MATERIAL FOR THIS TASK below:

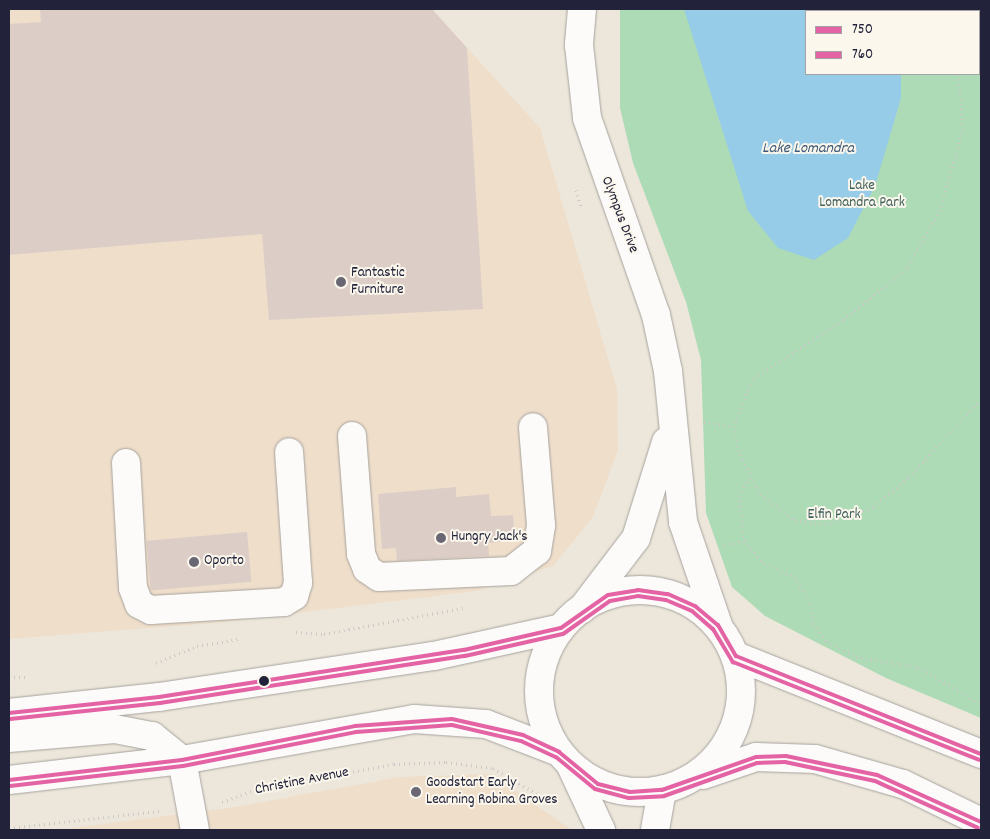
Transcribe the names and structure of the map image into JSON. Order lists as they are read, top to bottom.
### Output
{
  "streets": {
    "main road": ["Olympus Drive"],
    "path": ["Christine Avenue"]
  },
  "water": ["Lake Lomandra"],
  "parks": ["Lake Lomandra Park", "Elfin Park"],
  "places": [
    "Fantastic Furniture",
    "Hungry Jack's",
    "Oporto",
    "Goodstart Early Learning Robina Groves"
  ],
  "lines": ["transit line 750", "transit line 760"],
  "legend": ["750", "760"]
}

End of MATERIAL FOR THIS TASK.

• **TASK TO COMPLETE**: All records should be output exactly, with the pictures left out.

• **EXERCISE SOLUTION**:
Transcribe the names and structure of the map image into JSON. Order lists as they are read, top to bottom.
### Output
{
  "streets": {
    "main road": ["Olympus Drive"],
    "path": ["Christine Avenue"]
  },
  "water": ["Lake Lomandra"],
  "parks": ["Lake Lomandra Park", "Elfin Park"],
  "places": [
    "Fantastic Furniture",
    "Hungry Jack's",
    "Oporto",
    "Goodstart Early Learning Robina Groves"
  ],
  "lines": ["transit line 750", "transit line 760"],
  "legend": ["750", "760"]
}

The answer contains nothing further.